How to Use the robots.txt File to Improve the Way Search Bots Crawl Your Website?

Facebook Tweet LinkedIn

Organic searches have become an integral part of our daily lives. Recent data shows that close to 30 percent of global web traffic is from online searches.

Search engines crawl and index billions of web content every day, ranking them in search results according to relevancy—how relevant they are to search queries—making them available to the public.

You could set up directives on how you wish search engines to crawl and show your web content to the public using the robot.txt file. This article takes you through everything you need to know about the robots.txt file.

Understanding the Robot.txt File

Search indexation begins with a simple search engine crawl. The robots.txt file, also known as the Robots Exclusion Protocol, instructs search bots on crawling a website—where and where not to go. Users often use the file to specify the pages search engines shouldn’t crawl.

When a search engine discovers a website through links or a sitemap, it opens the website’s robots.txt file to learn the page to crawl and the ones it shouldn’t. The crawler caches the robots.txt file to save it from opening it each time it visits the website. The cached file auto-refreshes several times each time, regularly keeping it updated.

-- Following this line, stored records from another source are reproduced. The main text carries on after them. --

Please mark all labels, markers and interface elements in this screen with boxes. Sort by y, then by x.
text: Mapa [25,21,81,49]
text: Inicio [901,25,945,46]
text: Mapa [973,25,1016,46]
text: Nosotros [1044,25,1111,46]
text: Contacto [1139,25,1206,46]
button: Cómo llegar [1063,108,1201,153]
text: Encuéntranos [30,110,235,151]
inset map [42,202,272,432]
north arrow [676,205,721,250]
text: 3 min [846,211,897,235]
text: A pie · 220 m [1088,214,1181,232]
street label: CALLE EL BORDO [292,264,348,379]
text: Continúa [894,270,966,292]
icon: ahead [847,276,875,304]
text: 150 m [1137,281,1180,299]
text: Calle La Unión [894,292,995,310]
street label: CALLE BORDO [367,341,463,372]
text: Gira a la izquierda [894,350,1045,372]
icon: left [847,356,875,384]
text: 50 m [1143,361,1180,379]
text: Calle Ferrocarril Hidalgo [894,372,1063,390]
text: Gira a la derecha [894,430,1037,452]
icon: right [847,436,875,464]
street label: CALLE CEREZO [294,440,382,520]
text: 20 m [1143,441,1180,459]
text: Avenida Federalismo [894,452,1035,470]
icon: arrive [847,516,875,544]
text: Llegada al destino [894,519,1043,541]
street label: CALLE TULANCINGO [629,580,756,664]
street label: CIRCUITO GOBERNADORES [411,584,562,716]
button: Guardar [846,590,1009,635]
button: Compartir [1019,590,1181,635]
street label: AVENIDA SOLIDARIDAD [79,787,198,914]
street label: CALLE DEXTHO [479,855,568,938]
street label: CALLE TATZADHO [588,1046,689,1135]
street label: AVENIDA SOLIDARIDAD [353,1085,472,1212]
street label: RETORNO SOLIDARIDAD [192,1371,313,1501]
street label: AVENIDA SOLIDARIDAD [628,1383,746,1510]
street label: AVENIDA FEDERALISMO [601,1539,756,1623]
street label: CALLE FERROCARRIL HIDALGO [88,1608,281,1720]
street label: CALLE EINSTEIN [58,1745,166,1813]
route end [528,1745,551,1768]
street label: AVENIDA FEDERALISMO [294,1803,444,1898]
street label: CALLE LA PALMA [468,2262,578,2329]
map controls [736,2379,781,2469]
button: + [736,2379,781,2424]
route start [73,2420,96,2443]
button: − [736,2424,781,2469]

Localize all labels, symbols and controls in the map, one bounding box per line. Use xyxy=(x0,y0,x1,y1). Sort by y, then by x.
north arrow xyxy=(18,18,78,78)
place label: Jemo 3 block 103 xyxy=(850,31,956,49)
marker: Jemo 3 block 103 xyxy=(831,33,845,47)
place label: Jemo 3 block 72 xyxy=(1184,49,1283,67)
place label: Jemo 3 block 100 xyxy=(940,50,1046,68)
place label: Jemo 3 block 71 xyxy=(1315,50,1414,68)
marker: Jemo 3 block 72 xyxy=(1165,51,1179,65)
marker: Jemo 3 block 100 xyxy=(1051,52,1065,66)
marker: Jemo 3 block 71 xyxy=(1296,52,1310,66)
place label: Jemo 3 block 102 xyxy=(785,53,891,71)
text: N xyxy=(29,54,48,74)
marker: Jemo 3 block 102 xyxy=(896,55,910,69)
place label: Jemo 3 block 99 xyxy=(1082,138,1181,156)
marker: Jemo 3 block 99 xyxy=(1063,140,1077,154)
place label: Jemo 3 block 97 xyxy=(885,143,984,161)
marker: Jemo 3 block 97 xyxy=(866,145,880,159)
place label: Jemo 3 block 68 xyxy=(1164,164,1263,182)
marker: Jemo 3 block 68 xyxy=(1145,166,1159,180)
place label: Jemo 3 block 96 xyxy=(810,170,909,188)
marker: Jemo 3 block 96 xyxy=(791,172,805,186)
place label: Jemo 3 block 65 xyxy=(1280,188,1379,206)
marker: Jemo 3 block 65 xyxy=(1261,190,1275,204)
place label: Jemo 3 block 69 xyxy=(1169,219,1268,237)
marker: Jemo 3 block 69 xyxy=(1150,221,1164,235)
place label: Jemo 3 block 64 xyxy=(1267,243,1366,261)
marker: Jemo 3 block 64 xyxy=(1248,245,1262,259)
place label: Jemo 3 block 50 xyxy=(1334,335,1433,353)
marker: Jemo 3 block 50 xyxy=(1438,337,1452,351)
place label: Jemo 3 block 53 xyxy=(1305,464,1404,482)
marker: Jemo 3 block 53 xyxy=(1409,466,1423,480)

The robots.txt is case sensitive and sits at the domain’s root, for example, www.domain.com/robots.txt.

Why a Robots.txt File Matters

Creating a robot.txt file for your website comes with many benefits; for instance, you could use it to manage your crawl budget. Search spiders often have a predetermined number of pages they can crawl on a website or the amount of time to spend on a website. If you manage a website with thousands of pages, you could block unimportant pages to maximize the crawl budget.

The other benefits of using a robots.txt file include:

It helps web admins to control the web pages search engines can visit.
The file gives users complete freedom to block specific bots from crawling their websites.
The file helps prevent sensitive content from getting indexed.
You could use it to block indexing of unnecessary files, like images, PDF and videos.

Improving Crawlability With Robots.txt File

Now, how do you improve your website crawlability with a robots.txt file? Of course, let’s find out.

Robots.txt Syntax

A robot file contains one or more blocks of directives to search engines, with the first line specifying the user agent—the name of the search spider to which you give the crawl directive.

Here’s how a basic robots.txt file looks:

Sitemap: https://yourdomain.com/sitemap_index.xml

User-agent: *

Disallow: /*?comments=all

Disallow: /wp-content/themes/user/js/script-comments.js

Disallow: /wp-comments-post.php

Disallow: /go/

User-agent: Googlebot

Disallow: /login

User-agent: bingbot

Disallow: /photo

The above robots.txt file contains three blocks of directives—the first directive is to all user-agents, the second directive is to Google crawlers, while the third is for Bing bots.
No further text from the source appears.